The North Korean group behind the JumpCloud breach left digital footprints behind that allowed researchers to trace their IP addresses.
The breach first emerged last week.
Google-owned security outfit Mandiant has attributed the attack to North Korean group UNC4889, partly because of VPN failures and user errors that exposed the source addresses of traffic.
The group used a series of relay boxes to send traffic over IPsec-encrypted Layer 2 Tunnelling Protocol tunnels to obscure their addresses; alternatively, commercial VPN providers were used.
The commercial providers used included ExpressVPN, NordVPN, TorGuard and others.
Sometimes, Mandiant explained, someone “fumbled”: “DPRK threat actors did not employ this last hop, or mistakenly did not utilise this while conducting actions on operations on the victim's network.”

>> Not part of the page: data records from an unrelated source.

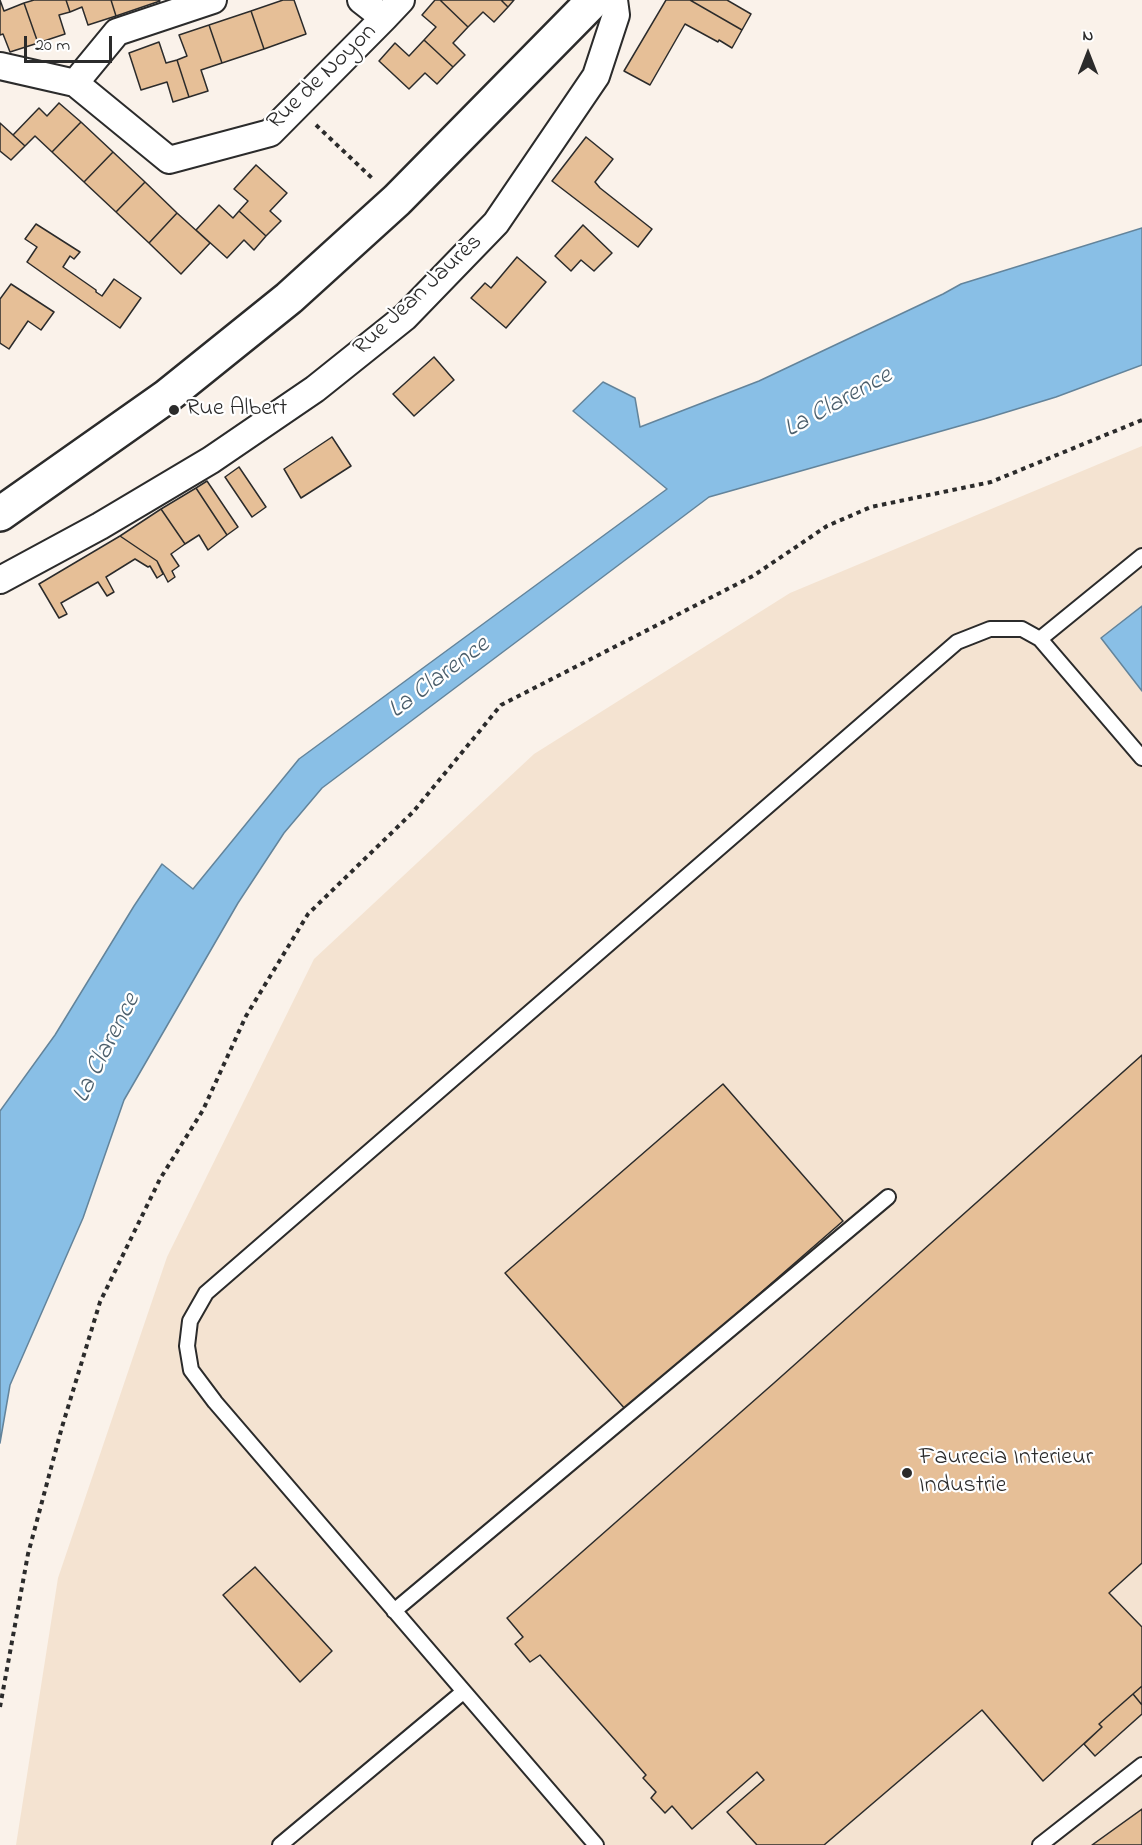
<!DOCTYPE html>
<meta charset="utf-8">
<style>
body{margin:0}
#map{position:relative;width:1142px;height:1845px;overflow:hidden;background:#faf2ea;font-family:"Indie Flower",sans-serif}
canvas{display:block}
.north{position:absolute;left:1058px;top:24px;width:60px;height:60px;-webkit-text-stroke:4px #fff;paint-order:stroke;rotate:0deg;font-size:16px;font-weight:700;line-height:24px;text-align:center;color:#2b2b2b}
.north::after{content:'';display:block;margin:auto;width:21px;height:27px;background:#2b2b2b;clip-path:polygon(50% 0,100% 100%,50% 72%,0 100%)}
.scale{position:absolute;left:24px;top:36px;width:88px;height:27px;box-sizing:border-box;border:3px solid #2b2b2b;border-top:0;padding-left:8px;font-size:18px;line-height:21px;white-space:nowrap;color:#2b2b2b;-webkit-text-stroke:4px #fff;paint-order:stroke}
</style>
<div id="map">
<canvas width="1142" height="1845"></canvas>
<div class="north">N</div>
<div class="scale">20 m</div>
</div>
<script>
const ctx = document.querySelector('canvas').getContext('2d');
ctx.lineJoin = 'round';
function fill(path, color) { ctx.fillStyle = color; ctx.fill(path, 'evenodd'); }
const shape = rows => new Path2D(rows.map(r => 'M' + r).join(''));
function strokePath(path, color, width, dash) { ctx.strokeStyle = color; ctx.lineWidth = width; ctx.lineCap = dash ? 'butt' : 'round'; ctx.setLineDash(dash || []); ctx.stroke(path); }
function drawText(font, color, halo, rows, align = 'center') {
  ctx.font = font + ' "Indie Flower",sans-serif'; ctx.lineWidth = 4.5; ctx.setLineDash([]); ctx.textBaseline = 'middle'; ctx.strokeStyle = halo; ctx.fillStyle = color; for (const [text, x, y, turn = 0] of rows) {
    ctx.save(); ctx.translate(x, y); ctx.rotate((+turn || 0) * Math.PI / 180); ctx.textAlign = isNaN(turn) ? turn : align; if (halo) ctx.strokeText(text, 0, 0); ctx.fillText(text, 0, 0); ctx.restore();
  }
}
fill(shape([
 [1142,446,1142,1845,16,1845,58,1578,167,1257,314,959,534,754,790,593]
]), '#f4e3d1');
const water = shape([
 [1142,228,1142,365,1056,397,984,419,709,497,322,788,284,833,238,903,124,1100,83,1218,10,1385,0,1443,0,1111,55,1035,134,906,162,864,193,889,299,759,667,489,573,411,603,382,635,398,640,427,759,381,943,294,961,284,1142,228],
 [1142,606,1142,691,1101,638,1142,606]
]);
fill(water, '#89bfe6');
strokePath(water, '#63849b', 1.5);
const building = shape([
 [0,0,4,11,24,3,38,43,10,52,3,34,0,35,0,0],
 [34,0,66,0,70,12,59,15,65,34,38,43,24,3,34,0],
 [66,0,111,0,116,16,88,25,82,7,70,12,66,0],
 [111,0,159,0,160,1,116,16,111,0],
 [283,0,294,0,306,34,264,49,251,11,283,0],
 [435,0,440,0,468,27,453,43,465,55,453,67,424,40,436,27,422,15,435,0],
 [440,0,501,0,508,7,494,22,483,12,468,27,440,0],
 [501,0,514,0,508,7,501,0],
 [666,0,690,0,742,30,732,48,719,40,718,42,685,24,650,85,624,71,666,0],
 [690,0,727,0,751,14,742,30,690,0],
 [251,11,264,49,222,63,209,25,251,11],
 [209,25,222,63,201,70,208,91,189,97,177,60,187,56,179,35,209,25],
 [424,40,453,67,437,84,425,73,409,89,379,61,395,43,409,56,424,40],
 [159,42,166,63,177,60,189,97,173,102,167,82,141,90,129,53,159,42],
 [59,103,81,122,52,152,35,136,25,146,13,135,39,108,47,116,59,103],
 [81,122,113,152,84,182,52,152,81,122],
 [0,123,25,146,11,160,0,151,0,123],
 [586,137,613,159,595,182,600,188,652,229,638,247,552,181,586,137],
 [113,152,145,182,116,212,84,182,113,152],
 [256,165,287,193,270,211,281,221,266,236,239,211,248,201,234,189,256,165],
 [145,182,177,213,149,243,116,212,145,182],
 [219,205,233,218,239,211,266,236,254,250,244,240,227,258,196,230,219,205],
 [177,213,210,243,181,274,149,243,177,213],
 [36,224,80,252,74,259,70,256,63,267,96,290,96,292,102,296,114,279,141,298,120,328,27,262,37,247,25,239,36,224],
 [583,225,612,253,594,271,581,260,571,271,555,256,583,225],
 [517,257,546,282,506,328,471,298,485,283,491,288,517,257],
 [11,284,54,312,41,330,28,321,9,349,0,343,0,299,11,284],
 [434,357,454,380,414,416,393,394,434,357],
 [332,437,351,466,301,498,284,469,332,437],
 [239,467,266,507,252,517,225,477,239,467],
 [207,481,238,527,227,535,196,488,207,481],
 [196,488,227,535,208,550,199,535,185,544,161,509,196,488],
 [161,509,185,544,171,554,179,566,172,571,175,577,168,582,157,561,120,536,161,509],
 [120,536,157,561,163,574,157,578,150,566,148,567,135,559,106,577,114,592,107,596,98,582,61,603,67,614,59,618,39,584,120,536],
 [1142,1055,1142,1563,1109,1593,1142,1627,1142,1686,1099,1724,1102,1727,1043,1781,982,1710,824,1845,757,1845,727,1812,764,1780,757,1772,692,1829,672,1806,665,1813,651,1798,656,1792,643,1778,646,1775,540,1655,530,1662,515,1644,523,1637,507,1618,774,1383,1142,1055],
 [723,1084,843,1221,626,1410,505,1273,723,1084],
 [255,1567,332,1651,300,1682,223,1595,255,1567],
 [1142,1686,1142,1705,1133,1694,1142,1686],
 [1133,1694,1142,1705,1142,1714,1095,1756,1084,1744,1102,1727,1099,1724,1133,1694],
 [1142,1809,1142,1845,1092,1845,1142,1809]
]);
fill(building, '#e6bf97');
strokePath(building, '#2b2b2b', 1.5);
const lane = shape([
 [1142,556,1040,639,1142,758],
 [394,1611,888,1197],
 [280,1845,463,1692],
 [596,1845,215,1402,191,1370,187,1346,190,1321,206,1293,957,642,990,629,1022,629,1040,639],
 [1040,1845,1142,1765]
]);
const street = shape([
 [361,0,384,18,401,0],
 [0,66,75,83,117,32,213,0],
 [75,83,169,160,270,133,384,18],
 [0,580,100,526,211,460,315,389,405,317,496,223,596,76,616,15,614,0]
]);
const secondary = shape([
 [0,514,166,397,289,298,397,200,594,0]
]);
strokePath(lane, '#2b2b2b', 18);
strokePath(street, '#2b2b2b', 30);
strokePath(secondary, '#2b2b2b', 38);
strokePath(shape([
 [316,125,374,180],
 [0,1707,28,1554,62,1427,100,1302,160,1179,203,1110,246,1016,308,914,413,812,501,705,753,576,827,526,871,507,991,482,1142,420]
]), '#2b2b2b', 4, [4.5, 4.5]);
strokePath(lane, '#fff', 14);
strokePath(street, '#fff', 26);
strokePath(secondary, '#fff', 33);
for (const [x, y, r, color] of [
 [174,410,6,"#2b2b2b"],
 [907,1473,6,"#2b2b2b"]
]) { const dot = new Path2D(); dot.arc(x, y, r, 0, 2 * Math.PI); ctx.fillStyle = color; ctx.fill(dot); strokePath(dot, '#fff', 2); }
drawText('24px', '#2b2b2b', '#fff', [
 ["Rue de Noyon",323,78,-44],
 ["Rue Jean Jaurès",419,296,-43]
]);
drawText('24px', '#2b2b2b', '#fff', [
 ["Rue Albert",186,410],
 ["Faurecia Interieur",919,1459],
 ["Industrie",919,1487]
], 'left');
drawText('italic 26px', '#4c5f6c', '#fff', [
 ["La Clarence",839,404,-29],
 ["La Clarence",440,679,-37],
 ["La Clarence",108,1049,-63]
]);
</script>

In addition: “The VPNs used by RGB actors occasionally fail, which reveals the IP addresses of the actor's true origins … Our evidence supports that this was an OPSEC slip up since the connection to the North Korean netblock was short-lived.”
Mandiant said the attacks on JumpCloud used a software supply chain attack.
The attackers compromised JumpCloud and inserted malicious commands into a Ruby script that was part of the company’s commands framework.
The customer Mandiant analysed was infected with the malicious script in a spear phishing attack, and the script then downloaded and executed a stage two payload.
This gave the attacker the chance to install backdoors, with persistence granted via plists.
While JumpCloud has not identified who was affected, Mandiant said the attackers were most interested in cryptocurrency theft.